======== Data records

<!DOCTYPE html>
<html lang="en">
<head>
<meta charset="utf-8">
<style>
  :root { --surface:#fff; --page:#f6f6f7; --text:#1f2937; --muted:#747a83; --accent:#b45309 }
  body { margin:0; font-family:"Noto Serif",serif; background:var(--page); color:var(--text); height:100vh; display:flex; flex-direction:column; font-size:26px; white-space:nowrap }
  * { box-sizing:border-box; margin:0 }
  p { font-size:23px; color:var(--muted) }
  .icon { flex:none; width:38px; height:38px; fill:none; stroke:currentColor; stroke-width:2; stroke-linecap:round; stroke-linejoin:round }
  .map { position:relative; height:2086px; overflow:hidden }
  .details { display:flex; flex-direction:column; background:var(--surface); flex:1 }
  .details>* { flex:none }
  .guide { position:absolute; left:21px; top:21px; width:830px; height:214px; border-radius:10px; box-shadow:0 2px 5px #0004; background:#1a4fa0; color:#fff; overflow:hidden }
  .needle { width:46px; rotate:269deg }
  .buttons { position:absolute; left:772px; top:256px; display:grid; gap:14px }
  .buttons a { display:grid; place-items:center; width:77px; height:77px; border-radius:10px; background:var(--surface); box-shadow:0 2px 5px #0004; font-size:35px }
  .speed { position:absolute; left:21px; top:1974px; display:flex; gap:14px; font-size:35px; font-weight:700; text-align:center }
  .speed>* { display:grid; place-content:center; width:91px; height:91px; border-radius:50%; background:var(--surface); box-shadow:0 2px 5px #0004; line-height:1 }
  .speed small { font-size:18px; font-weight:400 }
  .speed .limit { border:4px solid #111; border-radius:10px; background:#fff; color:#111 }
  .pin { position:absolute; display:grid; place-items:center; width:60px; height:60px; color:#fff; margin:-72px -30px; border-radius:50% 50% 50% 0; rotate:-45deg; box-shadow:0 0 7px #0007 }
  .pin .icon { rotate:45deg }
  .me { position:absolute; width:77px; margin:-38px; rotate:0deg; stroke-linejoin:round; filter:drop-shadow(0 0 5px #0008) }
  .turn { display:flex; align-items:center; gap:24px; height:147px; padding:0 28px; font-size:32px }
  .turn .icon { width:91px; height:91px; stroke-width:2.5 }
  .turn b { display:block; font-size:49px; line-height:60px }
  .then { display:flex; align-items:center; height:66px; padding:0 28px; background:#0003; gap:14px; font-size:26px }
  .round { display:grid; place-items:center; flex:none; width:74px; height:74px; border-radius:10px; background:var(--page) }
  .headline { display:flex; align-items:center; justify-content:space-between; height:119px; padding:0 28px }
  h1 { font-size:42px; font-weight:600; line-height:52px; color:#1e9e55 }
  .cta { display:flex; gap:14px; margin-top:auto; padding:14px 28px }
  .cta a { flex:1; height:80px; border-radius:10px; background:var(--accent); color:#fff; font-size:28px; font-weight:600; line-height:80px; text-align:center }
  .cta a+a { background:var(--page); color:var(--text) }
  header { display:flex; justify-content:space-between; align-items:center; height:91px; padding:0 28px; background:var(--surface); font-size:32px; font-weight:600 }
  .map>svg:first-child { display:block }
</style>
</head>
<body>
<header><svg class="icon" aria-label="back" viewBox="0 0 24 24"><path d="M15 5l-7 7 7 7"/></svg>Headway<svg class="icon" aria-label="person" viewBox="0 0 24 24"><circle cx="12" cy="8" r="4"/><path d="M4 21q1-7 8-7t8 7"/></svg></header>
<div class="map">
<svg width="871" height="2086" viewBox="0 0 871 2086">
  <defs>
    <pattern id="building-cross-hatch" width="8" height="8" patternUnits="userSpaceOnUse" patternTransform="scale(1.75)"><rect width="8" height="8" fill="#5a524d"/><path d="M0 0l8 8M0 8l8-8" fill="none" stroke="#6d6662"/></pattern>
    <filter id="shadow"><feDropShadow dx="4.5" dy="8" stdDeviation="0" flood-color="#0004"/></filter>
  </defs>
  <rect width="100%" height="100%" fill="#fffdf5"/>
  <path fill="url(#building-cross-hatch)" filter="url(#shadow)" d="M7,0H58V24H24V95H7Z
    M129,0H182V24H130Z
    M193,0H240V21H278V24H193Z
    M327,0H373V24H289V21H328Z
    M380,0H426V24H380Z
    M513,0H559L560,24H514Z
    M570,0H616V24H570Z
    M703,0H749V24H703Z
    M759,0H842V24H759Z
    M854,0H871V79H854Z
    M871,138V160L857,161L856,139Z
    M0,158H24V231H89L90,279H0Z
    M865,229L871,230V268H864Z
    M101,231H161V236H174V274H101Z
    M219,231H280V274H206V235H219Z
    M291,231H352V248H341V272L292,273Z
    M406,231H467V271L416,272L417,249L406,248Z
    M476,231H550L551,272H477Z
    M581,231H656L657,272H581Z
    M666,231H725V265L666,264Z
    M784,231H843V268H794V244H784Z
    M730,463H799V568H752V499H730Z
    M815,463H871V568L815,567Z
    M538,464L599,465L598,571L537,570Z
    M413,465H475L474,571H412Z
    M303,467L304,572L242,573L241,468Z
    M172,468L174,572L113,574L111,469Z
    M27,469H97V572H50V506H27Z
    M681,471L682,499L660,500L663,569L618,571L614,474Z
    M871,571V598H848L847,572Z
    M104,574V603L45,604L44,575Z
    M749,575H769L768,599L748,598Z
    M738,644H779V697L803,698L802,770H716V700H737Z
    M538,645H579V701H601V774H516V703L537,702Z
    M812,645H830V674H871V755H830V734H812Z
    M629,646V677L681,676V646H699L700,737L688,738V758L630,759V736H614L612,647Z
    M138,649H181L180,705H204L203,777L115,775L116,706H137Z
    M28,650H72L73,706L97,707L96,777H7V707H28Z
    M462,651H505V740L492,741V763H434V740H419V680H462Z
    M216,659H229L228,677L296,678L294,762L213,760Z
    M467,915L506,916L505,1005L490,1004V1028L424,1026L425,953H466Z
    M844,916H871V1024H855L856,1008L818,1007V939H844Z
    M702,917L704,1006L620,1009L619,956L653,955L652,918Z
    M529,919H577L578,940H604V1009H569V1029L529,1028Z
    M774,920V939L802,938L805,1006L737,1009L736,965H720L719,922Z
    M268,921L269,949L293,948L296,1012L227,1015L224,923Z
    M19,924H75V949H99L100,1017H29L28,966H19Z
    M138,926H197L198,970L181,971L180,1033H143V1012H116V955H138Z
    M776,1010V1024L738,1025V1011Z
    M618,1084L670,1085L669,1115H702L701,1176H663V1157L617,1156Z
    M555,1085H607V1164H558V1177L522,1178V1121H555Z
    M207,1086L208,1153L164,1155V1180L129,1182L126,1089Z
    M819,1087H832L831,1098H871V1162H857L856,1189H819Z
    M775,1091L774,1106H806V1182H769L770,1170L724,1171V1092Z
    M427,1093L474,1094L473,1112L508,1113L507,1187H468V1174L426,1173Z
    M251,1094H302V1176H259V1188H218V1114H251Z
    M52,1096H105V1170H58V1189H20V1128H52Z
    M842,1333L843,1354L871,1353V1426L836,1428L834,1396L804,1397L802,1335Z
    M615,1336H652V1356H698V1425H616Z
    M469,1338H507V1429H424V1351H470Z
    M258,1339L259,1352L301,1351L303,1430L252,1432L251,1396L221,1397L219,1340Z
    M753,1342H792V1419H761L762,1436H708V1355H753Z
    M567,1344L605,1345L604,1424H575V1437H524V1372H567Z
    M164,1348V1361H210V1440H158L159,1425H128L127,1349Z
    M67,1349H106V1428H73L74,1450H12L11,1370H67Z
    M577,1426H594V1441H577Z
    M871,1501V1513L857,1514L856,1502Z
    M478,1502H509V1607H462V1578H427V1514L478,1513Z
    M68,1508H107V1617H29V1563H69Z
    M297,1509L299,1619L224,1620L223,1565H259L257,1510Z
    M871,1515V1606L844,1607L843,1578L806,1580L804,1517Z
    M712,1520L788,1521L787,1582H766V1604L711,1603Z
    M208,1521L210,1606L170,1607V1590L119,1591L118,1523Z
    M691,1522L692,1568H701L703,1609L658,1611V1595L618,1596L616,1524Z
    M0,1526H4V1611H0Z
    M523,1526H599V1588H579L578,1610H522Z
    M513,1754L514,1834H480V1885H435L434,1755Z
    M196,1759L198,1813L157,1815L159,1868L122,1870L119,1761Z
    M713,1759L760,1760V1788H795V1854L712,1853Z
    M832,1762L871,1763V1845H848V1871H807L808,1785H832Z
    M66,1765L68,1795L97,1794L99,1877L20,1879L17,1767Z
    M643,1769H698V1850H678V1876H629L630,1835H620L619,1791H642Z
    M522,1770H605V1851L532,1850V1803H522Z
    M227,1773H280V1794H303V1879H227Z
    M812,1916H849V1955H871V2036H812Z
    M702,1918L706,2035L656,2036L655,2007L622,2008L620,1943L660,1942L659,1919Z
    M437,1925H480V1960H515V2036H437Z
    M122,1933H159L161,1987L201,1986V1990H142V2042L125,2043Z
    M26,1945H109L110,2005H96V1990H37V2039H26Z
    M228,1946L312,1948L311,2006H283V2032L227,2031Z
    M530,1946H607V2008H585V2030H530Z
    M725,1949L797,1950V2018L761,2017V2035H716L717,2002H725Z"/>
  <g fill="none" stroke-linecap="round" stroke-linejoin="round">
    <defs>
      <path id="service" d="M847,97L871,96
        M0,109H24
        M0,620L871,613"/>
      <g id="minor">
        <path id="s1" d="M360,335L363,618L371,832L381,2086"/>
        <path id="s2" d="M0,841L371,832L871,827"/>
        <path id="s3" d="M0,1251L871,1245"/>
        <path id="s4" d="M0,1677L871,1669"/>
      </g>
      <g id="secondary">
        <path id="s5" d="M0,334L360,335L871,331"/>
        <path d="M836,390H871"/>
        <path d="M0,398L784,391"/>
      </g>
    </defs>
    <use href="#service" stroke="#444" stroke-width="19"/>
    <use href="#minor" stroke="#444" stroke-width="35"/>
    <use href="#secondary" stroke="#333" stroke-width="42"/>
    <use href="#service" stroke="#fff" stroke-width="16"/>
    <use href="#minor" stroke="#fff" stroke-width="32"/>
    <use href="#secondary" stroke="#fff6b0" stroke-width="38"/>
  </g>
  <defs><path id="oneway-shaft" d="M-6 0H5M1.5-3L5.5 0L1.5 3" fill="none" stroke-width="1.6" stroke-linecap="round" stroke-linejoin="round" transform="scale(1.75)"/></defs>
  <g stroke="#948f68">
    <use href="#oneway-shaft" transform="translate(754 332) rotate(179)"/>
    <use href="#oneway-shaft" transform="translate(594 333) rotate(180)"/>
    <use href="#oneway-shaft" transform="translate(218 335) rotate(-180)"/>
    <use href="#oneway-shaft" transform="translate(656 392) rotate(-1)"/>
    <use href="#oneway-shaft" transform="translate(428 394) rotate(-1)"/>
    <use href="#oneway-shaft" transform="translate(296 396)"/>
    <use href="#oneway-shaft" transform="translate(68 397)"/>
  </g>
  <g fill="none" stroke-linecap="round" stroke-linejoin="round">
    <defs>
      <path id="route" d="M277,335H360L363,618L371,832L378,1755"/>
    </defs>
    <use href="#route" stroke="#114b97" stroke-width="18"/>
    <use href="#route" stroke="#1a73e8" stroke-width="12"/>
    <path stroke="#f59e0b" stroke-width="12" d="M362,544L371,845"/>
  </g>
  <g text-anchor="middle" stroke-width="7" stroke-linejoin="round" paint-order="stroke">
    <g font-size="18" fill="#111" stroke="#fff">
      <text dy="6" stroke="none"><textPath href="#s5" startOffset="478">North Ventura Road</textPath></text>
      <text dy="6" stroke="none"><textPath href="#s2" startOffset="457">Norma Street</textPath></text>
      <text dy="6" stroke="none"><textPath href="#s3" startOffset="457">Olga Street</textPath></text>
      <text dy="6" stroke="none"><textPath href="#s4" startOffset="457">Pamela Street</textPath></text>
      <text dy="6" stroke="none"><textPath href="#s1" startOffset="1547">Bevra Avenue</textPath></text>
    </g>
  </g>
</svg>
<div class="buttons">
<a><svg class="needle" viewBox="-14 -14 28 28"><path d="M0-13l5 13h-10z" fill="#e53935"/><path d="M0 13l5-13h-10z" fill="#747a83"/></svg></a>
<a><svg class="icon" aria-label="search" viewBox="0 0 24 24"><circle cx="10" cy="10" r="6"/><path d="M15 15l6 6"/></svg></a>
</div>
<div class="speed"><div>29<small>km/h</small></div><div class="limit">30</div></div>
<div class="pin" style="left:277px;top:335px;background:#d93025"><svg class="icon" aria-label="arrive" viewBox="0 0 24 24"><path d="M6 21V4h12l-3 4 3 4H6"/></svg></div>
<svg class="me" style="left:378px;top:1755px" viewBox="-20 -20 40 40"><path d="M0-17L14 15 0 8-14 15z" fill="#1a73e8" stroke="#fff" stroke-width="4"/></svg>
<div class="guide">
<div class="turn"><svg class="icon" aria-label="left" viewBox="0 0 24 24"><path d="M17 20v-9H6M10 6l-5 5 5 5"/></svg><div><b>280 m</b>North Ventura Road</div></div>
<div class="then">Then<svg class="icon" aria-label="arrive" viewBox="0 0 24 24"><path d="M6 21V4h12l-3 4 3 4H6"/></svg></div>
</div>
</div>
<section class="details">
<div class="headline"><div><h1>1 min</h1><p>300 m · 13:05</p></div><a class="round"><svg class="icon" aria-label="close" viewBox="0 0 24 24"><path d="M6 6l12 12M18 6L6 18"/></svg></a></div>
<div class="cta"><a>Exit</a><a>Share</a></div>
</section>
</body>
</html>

================

_Work instruction_: Output only the lines from the one holding "min</h1><p>300 m ·" through the last line above, exactly as they appear.

_Solution_:
<div class="headline"><div><h1>1 min</h1><p>300 m · 13:05</p></div><a class="round"><svg class="icon" aria-label="close" viewBox="0 0 24 24"><path d="M6 6l12 12M18 6L6 18"/></svg></a></div>
<div class="cta"><a>Exit</a><a>Share</a></div>
</section>
</body>
</html>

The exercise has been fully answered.